El Tiempo
- Type: Daily newspaper
- Publisher: Editores Orientales, C.A
- Founded: 29 August 1958
- Language: Spanish
- Headquarters: Puerto la Cruz
- Website: www.eltiempo.com.ve

= El Tiempo (Anzoátegui) =

Venezuelan newspaper in Anzoátegui state

El Tiempo is a Venezuelan regional newspaper, headquartered in Puerto la Cruz, in the state of Anzoátegui.

== History ==
The newspaper was launched in 1951 as Voz Caribe, a weekly newspaper. It was relaunched as a daily, under the new name El Tiempo, following the restoration of democracy after the 1958 Venezuelan coup d'état. Under the management of Jesús Márquez (1978–1985) the newspaper increased its circulation from 6300 to 35,000, and its size from 16 pages to 40.

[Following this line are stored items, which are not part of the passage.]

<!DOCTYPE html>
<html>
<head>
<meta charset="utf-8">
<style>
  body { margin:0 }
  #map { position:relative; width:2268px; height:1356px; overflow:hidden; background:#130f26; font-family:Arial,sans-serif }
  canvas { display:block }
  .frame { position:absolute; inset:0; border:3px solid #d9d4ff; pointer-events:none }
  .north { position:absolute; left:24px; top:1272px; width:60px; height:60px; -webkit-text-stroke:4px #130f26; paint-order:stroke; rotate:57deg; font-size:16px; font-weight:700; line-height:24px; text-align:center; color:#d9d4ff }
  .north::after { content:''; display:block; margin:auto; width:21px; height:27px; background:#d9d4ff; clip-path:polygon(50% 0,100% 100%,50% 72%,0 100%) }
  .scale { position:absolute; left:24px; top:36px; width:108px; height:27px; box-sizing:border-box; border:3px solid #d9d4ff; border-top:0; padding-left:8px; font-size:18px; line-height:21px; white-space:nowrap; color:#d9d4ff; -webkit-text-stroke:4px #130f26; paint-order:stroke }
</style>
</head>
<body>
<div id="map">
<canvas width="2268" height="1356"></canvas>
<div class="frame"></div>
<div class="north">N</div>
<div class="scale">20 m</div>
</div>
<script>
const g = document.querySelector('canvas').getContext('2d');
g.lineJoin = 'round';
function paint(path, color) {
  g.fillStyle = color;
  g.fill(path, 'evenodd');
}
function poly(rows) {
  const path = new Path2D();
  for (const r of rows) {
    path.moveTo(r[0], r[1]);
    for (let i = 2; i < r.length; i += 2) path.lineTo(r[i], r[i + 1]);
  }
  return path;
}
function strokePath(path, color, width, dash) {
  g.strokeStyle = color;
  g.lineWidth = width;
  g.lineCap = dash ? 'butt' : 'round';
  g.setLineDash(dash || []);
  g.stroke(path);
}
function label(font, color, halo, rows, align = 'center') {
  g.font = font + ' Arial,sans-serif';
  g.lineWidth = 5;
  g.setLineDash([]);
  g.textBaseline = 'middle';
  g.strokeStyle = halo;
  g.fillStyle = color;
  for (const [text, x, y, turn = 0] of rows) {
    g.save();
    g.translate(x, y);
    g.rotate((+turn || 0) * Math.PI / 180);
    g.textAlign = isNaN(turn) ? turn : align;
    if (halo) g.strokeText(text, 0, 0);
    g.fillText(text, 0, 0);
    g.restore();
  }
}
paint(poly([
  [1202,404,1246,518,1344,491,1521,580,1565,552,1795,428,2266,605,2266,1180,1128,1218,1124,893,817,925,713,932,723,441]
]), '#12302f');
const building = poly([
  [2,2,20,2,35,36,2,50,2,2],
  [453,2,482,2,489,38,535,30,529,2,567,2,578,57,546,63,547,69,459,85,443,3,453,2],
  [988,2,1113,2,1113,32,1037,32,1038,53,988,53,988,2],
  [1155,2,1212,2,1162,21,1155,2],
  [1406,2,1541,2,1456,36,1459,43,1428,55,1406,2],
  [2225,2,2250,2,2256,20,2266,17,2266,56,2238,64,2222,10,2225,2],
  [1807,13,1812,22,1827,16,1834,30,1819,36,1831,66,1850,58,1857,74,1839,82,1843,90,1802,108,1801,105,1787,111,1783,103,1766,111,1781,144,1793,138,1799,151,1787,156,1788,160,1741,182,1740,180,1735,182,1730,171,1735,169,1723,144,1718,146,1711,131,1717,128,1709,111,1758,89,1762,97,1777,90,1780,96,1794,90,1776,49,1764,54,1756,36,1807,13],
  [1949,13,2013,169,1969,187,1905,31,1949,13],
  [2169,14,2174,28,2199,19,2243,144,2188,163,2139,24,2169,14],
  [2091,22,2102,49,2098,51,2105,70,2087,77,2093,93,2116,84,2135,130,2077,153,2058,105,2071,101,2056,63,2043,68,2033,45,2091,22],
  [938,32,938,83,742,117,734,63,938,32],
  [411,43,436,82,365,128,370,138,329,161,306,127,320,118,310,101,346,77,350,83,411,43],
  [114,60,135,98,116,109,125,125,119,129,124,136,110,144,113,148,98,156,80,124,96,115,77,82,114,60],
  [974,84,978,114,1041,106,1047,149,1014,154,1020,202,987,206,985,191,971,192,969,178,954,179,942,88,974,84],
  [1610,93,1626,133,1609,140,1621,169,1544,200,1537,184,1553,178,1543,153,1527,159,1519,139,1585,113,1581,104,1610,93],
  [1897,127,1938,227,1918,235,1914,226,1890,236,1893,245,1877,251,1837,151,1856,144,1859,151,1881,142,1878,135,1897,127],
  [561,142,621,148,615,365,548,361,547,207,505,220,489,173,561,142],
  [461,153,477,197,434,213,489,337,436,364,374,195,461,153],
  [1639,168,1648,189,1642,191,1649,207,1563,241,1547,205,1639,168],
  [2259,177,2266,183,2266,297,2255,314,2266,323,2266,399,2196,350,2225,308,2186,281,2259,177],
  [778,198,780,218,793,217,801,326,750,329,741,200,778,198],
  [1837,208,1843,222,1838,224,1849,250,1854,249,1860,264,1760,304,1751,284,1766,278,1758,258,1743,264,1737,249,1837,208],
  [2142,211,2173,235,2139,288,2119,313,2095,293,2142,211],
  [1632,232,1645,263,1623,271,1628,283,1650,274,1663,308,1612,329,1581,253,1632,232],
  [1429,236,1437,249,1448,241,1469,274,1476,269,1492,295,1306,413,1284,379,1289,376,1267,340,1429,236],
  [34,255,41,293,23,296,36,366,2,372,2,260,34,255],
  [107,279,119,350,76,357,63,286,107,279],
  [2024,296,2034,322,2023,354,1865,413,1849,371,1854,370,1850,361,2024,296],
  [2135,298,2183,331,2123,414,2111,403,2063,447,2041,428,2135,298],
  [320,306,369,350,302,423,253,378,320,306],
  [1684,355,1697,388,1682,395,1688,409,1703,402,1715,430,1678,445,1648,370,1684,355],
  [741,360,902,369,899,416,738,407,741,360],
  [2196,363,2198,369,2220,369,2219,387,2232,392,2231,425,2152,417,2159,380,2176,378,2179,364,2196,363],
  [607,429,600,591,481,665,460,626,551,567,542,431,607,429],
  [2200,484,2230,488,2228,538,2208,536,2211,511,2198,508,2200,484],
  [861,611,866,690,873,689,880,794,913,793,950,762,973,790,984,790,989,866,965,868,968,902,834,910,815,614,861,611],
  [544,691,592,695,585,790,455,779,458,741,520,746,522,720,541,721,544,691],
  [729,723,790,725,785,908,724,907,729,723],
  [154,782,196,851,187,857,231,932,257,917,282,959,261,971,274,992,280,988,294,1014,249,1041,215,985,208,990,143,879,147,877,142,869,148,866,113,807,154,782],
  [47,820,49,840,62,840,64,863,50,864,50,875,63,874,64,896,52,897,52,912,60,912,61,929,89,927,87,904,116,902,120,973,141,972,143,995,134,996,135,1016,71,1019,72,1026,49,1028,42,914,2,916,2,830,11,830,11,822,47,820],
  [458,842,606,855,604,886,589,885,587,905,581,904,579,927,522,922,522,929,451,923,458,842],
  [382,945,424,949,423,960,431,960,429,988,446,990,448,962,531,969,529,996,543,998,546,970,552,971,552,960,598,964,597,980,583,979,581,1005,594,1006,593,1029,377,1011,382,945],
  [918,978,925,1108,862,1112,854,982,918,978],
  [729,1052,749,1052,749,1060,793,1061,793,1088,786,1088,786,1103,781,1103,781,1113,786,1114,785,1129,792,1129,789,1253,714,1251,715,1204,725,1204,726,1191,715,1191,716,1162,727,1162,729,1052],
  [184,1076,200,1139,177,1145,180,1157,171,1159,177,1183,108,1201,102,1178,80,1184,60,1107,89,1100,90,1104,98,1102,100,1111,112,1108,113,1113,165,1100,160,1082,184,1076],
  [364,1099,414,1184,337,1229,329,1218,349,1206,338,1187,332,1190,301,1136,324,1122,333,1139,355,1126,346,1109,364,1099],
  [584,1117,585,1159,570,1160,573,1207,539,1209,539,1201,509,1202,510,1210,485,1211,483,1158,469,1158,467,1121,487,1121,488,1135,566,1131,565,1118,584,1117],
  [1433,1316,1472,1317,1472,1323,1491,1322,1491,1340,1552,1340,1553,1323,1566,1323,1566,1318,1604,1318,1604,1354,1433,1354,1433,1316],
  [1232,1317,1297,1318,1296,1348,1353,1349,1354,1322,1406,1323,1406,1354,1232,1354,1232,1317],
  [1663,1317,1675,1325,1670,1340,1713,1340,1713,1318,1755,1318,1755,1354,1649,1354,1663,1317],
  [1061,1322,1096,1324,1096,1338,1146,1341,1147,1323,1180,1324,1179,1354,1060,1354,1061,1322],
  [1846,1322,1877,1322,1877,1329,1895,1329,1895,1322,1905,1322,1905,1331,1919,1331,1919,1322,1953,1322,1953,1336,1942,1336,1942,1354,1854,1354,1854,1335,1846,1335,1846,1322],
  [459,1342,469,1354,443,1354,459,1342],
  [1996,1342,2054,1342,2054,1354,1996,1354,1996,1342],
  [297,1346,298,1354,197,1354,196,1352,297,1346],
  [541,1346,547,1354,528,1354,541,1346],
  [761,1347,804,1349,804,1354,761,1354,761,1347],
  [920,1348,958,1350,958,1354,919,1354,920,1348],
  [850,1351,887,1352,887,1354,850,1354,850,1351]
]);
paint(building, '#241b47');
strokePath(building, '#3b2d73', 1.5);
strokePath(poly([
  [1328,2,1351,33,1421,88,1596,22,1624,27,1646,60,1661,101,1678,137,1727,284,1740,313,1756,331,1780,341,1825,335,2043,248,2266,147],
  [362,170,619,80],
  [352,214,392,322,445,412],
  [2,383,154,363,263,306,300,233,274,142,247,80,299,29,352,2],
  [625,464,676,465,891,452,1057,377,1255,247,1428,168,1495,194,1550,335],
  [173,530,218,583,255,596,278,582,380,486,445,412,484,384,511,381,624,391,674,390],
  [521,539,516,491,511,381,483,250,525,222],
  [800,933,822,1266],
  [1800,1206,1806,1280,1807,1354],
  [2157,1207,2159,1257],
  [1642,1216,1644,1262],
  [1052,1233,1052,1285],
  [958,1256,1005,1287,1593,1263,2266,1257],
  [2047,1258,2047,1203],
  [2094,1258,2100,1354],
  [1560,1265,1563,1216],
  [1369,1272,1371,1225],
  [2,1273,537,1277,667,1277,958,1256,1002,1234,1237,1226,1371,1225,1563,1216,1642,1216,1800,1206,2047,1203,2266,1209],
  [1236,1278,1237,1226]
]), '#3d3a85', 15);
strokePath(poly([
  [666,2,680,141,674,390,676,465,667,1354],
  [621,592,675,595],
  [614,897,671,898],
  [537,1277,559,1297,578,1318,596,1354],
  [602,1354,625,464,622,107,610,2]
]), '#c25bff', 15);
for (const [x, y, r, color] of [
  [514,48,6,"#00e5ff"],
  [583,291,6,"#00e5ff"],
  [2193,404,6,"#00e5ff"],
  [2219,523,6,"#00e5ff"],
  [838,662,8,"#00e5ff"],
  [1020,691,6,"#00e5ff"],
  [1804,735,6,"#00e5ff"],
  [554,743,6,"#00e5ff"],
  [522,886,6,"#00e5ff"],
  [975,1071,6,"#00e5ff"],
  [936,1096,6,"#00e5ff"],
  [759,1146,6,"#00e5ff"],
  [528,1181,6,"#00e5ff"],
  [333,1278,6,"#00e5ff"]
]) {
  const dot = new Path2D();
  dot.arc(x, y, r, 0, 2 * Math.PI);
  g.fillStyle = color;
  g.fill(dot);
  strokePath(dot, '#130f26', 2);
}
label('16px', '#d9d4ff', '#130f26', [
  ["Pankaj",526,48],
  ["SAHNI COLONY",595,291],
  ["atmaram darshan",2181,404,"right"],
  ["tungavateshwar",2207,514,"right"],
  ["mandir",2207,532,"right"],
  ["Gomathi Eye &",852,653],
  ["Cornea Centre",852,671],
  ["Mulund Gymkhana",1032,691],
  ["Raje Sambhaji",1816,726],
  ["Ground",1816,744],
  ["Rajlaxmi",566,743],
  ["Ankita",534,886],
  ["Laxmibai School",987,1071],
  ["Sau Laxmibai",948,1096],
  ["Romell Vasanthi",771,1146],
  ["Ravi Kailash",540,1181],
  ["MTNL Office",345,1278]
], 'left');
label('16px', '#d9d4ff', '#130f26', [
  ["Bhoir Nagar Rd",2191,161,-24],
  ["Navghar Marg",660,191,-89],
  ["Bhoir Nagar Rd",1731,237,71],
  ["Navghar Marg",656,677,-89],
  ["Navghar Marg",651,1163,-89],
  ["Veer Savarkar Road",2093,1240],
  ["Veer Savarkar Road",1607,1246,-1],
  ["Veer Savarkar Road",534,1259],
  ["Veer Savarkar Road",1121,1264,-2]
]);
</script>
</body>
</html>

The board of directors of Editores Orientales, C.A includes Adolfo Raul Taylhardat.

On 27 April 2018, it was announced that El Tiempo would become a weekly newspaper again after over 60 years as a daily newspaper, with its first weekly edition (printing every Friday) on 4 May 2018. The move was announced by the editorial board as a result of persistent shortages of paper and other printing supplies.